_Assigned task:_
Scan the data for "cfbeac" and copy the lines it appears in.

= = =

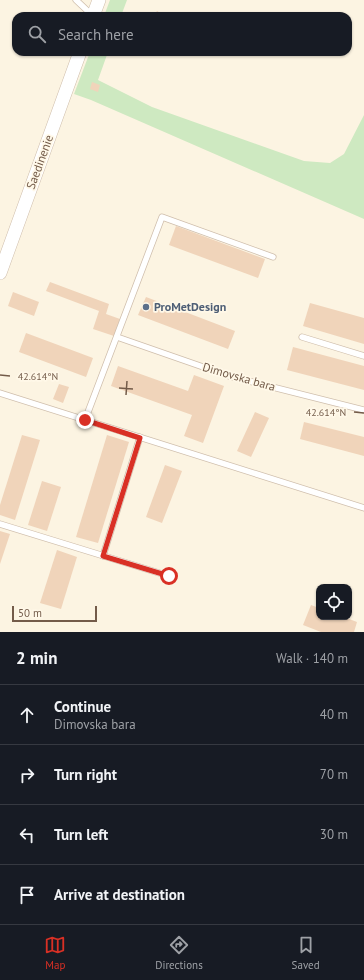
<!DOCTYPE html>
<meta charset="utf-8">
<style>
body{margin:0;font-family:"PT Sans",sans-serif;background:#242831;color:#f1f3f6}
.controls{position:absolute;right:12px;bottom:12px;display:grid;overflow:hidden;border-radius:8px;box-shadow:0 1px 3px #0004}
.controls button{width:36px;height:36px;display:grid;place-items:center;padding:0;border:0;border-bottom:1px solid #363941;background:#171b24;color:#f1f3f6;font:20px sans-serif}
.scale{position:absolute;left:12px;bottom:10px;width:85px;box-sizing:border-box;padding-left:4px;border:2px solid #735b49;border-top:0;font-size:11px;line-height:14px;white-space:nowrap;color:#735b49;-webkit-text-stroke:3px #fff8e8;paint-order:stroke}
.stop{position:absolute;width:12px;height:12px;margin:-9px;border:3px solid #d93025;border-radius:50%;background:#fff}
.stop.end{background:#d93025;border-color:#fff;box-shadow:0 1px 4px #0008}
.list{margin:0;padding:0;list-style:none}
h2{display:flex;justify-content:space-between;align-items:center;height:52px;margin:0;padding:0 16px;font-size:17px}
h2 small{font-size:13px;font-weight:400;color:#9ea1a6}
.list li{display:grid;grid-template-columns:26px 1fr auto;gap:12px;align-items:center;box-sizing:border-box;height:60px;padding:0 16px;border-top:1px solid #363941}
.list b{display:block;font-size:15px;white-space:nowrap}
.list p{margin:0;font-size:13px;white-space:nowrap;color:#9ea1a6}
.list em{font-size:13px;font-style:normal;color:#9ea1a6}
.icon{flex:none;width:22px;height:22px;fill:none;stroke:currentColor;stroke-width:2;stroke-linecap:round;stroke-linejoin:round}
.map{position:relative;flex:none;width:364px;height:632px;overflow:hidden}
.search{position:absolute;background:#171b24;box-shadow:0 1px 3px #0004;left:12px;right:12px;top:12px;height:44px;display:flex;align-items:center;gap:10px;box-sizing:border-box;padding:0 14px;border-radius:12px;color:#9ea1a6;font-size:15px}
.sheet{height:292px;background:#171b24}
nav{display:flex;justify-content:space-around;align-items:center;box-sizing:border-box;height:56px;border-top:1px solid #363941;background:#171b24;font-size:11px;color:#9ea1a6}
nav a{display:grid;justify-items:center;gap:2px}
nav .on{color:#d93025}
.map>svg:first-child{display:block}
.green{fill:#cee9c1}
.building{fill:#f0d4ba}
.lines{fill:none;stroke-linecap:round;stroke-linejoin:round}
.service-casing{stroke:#cfbeac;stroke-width:7}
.tertiary-casing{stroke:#cfbeac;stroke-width:14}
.service{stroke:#fff;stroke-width:5.5}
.tertiary{stroke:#fff;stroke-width:13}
.route{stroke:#d93025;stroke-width:5}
.ticks{fill:none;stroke:#735b49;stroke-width:1.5}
.service-dot{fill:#5c6f8a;stroke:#fff8e8;stroke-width:1.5}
.labels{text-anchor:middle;stroke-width:3.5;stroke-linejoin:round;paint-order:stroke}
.street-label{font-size:12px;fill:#735b49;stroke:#fff8e8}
.service-label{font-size:12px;font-weight:bold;fill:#4e5e75;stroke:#fff8e8;text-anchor:start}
.ticks-label{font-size:10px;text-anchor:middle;fill:#735b49;stroke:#fff8e8;stroke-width:3.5;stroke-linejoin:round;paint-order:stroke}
</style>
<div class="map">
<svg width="364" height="632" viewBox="0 0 364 632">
<rect width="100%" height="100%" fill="#fcf4e2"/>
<!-- green -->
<g class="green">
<path d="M 110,0 L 127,0 L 121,16 L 104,16 Z"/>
<path d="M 90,52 L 108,52 L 98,80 L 152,107 L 304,161 L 330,163 L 344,154 L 364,115 L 364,219 L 91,100 L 74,94 Z"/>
</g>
<!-- building -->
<g class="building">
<path d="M 157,11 L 165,16 L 154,16 Z"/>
<path d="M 92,82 L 100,85 L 98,92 L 90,89 Z"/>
<path d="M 176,226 L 265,259 L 258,278 L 169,245 Z"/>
<path d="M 50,282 L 109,304 L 106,314 L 120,319 L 114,336 L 93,329 L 99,311 L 46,291 Z"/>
<path d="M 13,292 L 39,302 L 34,316 L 8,306 Z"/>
<path d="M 146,297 L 235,331 L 228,349 L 138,315 Z"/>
<path d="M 310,303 L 364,318 L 364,344 L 303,326 Z"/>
<path d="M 26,333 L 93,358 L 86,377 L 19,352 Z"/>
<path d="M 293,347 L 364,366 L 364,390 L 287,370 Z"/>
<path d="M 118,366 L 188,391 L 194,375 L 224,386 L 203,443 L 184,436 L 192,415 L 111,386 Z"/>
<path d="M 59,384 L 69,387 L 63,403 L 53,399 Z"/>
<path d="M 255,412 L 269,418 L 251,457 L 237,451 Z"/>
<path d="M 304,422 L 364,437 L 364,456 L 300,439 Z"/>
<path d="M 22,435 L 40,440 L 15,520 L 0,515 L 0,505 Z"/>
<path d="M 107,435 L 129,442 L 98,543 L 76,537 Z"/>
<path d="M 165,465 L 182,471 L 162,523 L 146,517 Z"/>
<path d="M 42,481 L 61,487 L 47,531 L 28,525 Z"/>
<path d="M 0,531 L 10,534 L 0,564 Z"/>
<path d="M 57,550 L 77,557 L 61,609 L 40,603 Z"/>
<path d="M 311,605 L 319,608 L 319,617 L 344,617 L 357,622 L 354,632 L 321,632 L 303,625 Z"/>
</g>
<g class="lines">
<!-- service casing -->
<g class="service-casing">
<g id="service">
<path d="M 76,0 L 93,16"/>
<path d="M 117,337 L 229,376 L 364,410"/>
<path d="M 302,337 L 364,356"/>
<path d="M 0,393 L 364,508"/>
<path d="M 85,420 L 162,217 L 273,257"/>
<path d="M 0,524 L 169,576"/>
<path d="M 103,556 L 140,437"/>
</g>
</g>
<!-- tertiary casing -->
<g class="tertiary-casing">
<g id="tertiary">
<path d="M 93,16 L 99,0"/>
<path d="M 0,273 L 80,52"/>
</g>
</g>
<!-- service -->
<use href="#service" class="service"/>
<!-- tertiary -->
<use href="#tertiary" class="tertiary"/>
</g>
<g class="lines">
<!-- route -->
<path class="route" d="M 85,420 L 140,438 L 103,556 L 169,576"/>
</g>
<!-- ticks -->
<path class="ticks" d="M 0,375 L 10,376M 119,388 L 133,389M 126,395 L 127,381M 354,412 L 364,413"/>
<!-- markers -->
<circle class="service-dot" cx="146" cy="307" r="4"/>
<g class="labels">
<!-- street labels -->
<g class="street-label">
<text transform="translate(40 162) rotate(-70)" y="4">Saedinenie</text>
<text transform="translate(239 377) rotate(16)" y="4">Dimovska bara</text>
</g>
<!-- service labels -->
<g class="service-label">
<text x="154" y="311">ProMetDesign</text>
</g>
</g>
<g class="ticks-label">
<text x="38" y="380">42.614°N</text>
<text x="326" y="416">42.614°N</text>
</g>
</svg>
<div class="controls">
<button><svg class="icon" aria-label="locate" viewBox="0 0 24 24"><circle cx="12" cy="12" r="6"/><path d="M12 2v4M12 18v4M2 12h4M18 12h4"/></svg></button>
</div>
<div class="scale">50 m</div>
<div class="stop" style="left:169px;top:576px"></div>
<div class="stop end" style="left:85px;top:420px"></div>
<div class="search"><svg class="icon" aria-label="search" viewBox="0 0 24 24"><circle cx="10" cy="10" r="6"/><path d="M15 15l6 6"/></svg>Search here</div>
</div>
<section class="sheet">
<h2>2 min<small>Walk · 140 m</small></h2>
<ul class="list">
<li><svg class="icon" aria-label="ahead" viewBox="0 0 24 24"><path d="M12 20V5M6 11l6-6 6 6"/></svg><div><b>Continue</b><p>Dimovska bara</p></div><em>40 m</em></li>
<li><svg class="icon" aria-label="right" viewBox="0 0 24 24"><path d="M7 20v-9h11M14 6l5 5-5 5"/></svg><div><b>Turn right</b></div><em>70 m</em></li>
<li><svg class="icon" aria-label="left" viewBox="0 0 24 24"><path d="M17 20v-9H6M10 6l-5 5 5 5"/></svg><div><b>Turn left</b></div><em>30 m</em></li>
<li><svg class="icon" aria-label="arrive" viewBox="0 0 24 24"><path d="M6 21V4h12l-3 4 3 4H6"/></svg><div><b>Arrive at destination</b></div></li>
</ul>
</section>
<nav>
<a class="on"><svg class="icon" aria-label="map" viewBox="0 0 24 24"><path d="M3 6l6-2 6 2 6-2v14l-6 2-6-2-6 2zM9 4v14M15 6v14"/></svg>Map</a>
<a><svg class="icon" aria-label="directions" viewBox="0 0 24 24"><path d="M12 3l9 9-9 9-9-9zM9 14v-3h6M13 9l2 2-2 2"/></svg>Directions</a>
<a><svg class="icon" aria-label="saved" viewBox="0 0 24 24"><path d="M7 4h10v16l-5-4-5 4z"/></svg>Saved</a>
</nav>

= = =

_Completed task:_
.service-casing{stroke:#cfbeac;stroke-width:7}
.tertiary-casing{stroke:#cfbeac;stroke-width:14}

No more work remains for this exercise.